* [Directions for this task] Below are the records. Retype exactly the lines between the lines holding "flex:none; width:33px; height:33px;" and "position:relative; flex:1; overflow:hidden", inclusive.
***** Supplied information *****
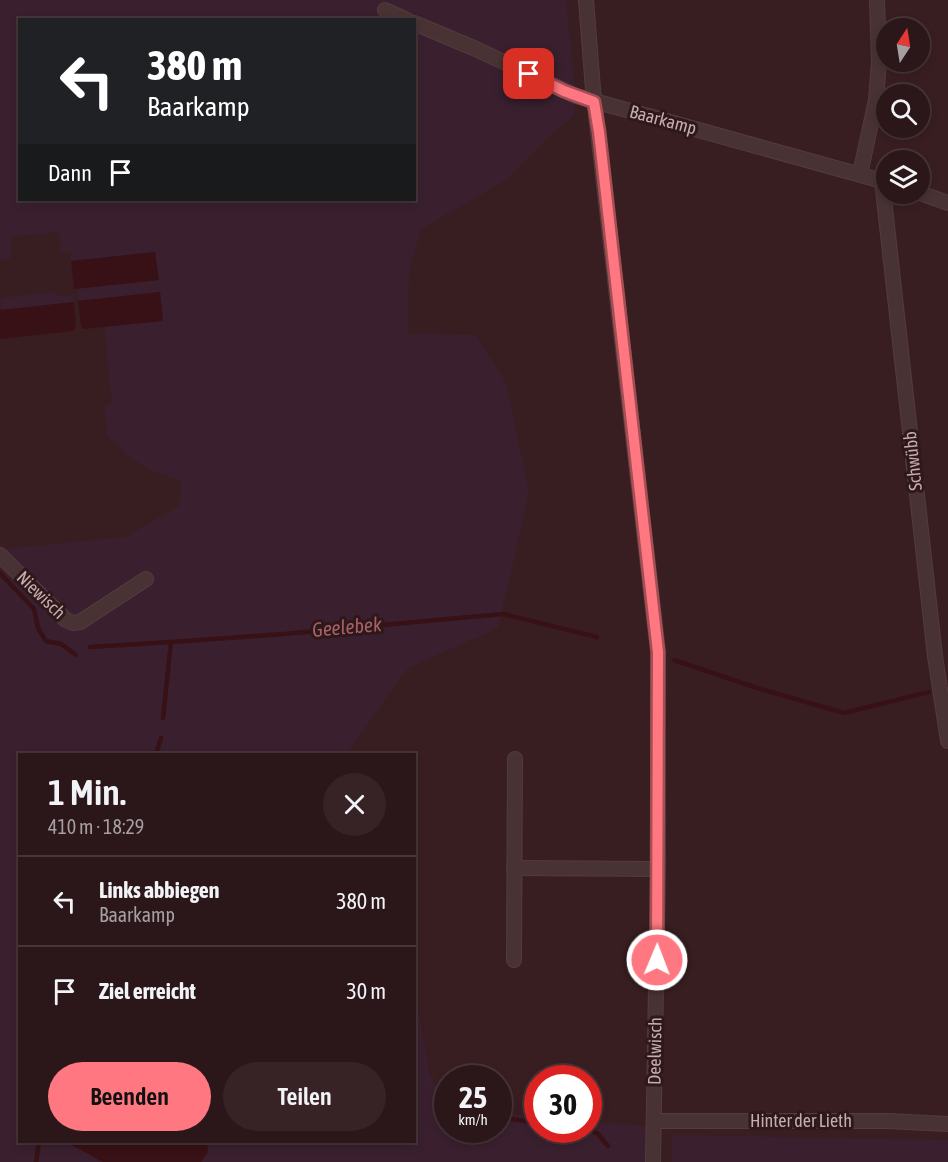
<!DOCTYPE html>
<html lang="de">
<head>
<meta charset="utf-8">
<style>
	body { margin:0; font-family:"Asap Condensed",sans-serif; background:#372326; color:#f1f3f6; height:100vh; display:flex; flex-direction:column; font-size:22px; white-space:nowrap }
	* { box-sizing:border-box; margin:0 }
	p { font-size:20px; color:#a69fa2 }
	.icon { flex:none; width:33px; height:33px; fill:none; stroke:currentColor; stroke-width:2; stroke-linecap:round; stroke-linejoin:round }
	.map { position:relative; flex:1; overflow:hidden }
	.sheet { position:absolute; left:18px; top:753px; width:398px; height:390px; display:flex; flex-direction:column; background:#2b1619; border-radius:0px; box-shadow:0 3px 9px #0003,0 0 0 2px #473538 }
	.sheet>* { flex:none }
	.top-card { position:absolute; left:18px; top:18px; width:398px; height:183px; border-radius:0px; box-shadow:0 3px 9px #0003,0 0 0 2px #473538; background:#202124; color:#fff; overflow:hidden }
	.needle { width:39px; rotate:12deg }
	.tools { position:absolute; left:876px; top:18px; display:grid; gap:12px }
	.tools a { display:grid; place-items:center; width:54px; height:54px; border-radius:50%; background:#2b1619; box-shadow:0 3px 9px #0003,0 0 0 2px #473538; font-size:30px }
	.speed { position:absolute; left:434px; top:1065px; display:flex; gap:12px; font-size:30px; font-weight:700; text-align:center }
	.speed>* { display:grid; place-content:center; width:78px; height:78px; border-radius:50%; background:#2b1619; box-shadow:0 3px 9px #0003,0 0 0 2px #473538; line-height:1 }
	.speed small { font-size:15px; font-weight:400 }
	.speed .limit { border:9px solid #d22; background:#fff; color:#111 }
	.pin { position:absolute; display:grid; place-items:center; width:51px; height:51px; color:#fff; margin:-26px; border-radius:12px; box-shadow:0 3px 9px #0006 }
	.me { position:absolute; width:66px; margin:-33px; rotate:1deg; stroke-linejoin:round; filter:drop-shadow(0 0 4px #0008) }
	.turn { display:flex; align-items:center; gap:21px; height:126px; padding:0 30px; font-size:27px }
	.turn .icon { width:78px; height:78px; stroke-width:2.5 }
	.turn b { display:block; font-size:42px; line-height:51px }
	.then { display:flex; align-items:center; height:57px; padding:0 30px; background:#0003; gap:12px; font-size:22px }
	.round { display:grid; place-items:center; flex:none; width:63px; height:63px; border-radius:32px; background:#372326 }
	.headline { display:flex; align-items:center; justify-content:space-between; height:102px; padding:0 30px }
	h1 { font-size:36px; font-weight:600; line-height:45px }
	.primary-button { display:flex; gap:12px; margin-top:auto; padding:12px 30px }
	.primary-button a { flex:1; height:69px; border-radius:36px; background:#ff7881; color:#111; font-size:24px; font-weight:600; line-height:69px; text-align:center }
	.primary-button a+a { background:#372326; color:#f1f3f6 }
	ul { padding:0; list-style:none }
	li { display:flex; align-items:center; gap:18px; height:90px; padding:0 30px; border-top:2px solid #473538 }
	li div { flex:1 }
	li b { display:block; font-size:22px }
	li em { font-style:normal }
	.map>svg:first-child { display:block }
	.green { fill:#3a202f; fill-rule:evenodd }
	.water { fill:#371115 }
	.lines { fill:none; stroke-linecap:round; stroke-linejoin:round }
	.stream { stroke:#371115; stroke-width:4.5 }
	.street-casing { stroke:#533b3e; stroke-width:16 }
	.street { stroke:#493234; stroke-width:14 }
	.route-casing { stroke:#a64e54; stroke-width:15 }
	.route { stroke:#ff7881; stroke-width:10 }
	.labels { text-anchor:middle; stroke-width:6; stroke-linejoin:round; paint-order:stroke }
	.street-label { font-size:18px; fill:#c6acae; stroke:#2e181a }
	.water-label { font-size:20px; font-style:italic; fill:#a96169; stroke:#2e181a }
</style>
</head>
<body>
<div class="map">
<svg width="948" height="1162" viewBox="0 0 948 1162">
	<rect width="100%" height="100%" fill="#391e21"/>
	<!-- green -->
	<g class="green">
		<path d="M0,0h566l8,86v29l-29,25 -39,40 -85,49 -12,42 -1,63 68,1 30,48 23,109 -31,136 -90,40 -62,86h-326v388h46l37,20h-103v-618l5,5 121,-12 53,-31 3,-25 -32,-11 -25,-16 -7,-10 -7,-3 -4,-7 -3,-29 8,-2 -8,-76 59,-7 -3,-28 -82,9 -1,-12 81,-9 -3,-28 -84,9v-9l-10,1 -2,-21 -49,5 1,21 -11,2zM20,20h394v180h-394z"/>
		<polygon points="56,292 57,296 73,295 74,302 2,310 0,298"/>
		<polygon points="414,984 429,1072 447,1107 447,1130 498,1130 498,1113 537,1117 537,1130 588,1130 588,1122 647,1126 646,1162 201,1162 208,1152 207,1142 414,1142"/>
		<polygon points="672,1135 948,1140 948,1162 672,1162"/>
	</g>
	<!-- water -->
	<g class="water">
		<polygon points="155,252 159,280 74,289 71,261"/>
		<polygon points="160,292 163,321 84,329 81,326 78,301"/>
		<polygon points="74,302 76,326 73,331 0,339 0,310"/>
		<polygon points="66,1142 207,1142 208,1152 201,1162 103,1162"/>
	</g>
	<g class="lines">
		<!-- stream -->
		<g class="stream">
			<polyline points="0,573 34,609 38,628 46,641 61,644 76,655"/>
			<polyline points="90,647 171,642"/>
			<polyline points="674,660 757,688 844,713 929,692"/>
			<polyline points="947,687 948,687"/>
			<polyline points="163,718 171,642 284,634 503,614 597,637"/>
			<polyline points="156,754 161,738"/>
			<polyline points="445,1111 447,1111"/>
			<polyline points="498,1117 537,1123"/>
			<polyline points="588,1129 598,1134 608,1146"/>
			<polyline points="555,1130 561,1132 575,1130"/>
			<polyline points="36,1162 39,1142"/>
		</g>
		<!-- street casing -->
		<g class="street-casing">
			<g id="street">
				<polyline points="586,0 593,89 658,652 658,869 653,1162"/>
				<polyline points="385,10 407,20"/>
				<polyline points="414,23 476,49 576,96 886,182"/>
				<polyline points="860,174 876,100 879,62 877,0"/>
				<polyline points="882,181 935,656 948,741"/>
				<polyline points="920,193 948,203"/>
				<polyline points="0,555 66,620 73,623 80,622 146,579"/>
				<polyline points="514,868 658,869"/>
				<polyline points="514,960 515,759"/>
				<polyline points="654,1121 888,1121 948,1124"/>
			</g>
		</g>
		<!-- street -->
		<use href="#street" class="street"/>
	</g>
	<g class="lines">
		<!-- route casing -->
		<g class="route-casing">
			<polyline id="route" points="529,74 564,91 594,102 599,132 658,652 657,960"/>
		</g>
		<!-- route -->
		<use href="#route" class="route"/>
	</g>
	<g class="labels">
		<!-- street labels -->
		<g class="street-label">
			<text transform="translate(663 120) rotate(15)" y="6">Baarkamp</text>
			<text transform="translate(913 461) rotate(-96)" y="6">Schwübb</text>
			<text transform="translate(41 595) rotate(44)" y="6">Niewisch</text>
			<text transform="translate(655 1051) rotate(-89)" y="6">Deelwisch</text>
			<text x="801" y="1127">Hinter der Lieth</text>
		</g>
		<!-- water labels -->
		<g class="water-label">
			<text transform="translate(347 627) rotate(-5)" y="7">Geelebek</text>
		</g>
	</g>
</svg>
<div class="tools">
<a><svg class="needle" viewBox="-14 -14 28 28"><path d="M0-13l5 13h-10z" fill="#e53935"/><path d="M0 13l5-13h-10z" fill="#a69fa2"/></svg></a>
<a><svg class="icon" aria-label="search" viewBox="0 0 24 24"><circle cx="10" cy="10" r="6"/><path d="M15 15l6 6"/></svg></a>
<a><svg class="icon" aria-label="layers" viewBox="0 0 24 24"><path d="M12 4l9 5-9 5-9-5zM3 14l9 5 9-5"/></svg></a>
</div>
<div class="speed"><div>25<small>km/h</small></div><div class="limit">30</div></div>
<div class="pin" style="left:529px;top:74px;background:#d93025"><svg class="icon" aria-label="arrive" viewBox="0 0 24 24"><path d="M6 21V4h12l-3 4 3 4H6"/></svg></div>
<svg class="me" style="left:657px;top:960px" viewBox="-20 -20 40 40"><circle r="17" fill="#ff7881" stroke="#fff" stroke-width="3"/><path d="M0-11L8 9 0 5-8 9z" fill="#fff"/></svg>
<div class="top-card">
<div class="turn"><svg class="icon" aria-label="left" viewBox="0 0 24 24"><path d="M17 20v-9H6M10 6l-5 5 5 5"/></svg><div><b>380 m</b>Baarkamp</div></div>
<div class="then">Dann<svg class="icon" aria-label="arrive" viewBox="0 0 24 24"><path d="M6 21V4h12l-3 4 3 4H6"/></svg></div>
</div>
<section class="sheet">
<div class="headline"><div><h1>1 Min.</h1><p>410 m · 18:29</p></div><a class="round"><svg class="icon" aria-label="close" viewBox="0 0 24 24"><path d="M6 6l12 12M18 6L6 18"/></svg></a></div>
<ul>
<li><svg class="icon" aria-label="left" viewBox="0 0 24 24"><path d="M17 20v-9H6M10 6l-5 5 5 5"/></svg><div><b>Links abbiegen</b><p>Baarkamp</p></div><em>380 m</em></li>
<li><svg class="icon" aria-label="arrive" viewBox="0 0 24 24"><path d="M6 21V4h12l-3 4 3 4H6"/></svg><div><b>Ziel erreicht</b></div><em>30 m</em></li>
</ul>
<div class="primary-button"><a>Beenden</a><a>Teilen</a></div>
</section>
</div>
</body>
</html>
*****
* [Result of the exercise]
	.icon { flex:none; width:33px; height:33px; fill:none; stroke:currentColor; stroke-width:2; stroke-linecap:round; stroke-linejoin:round }
	.map { position:relative; flex:1; overflow:hidden }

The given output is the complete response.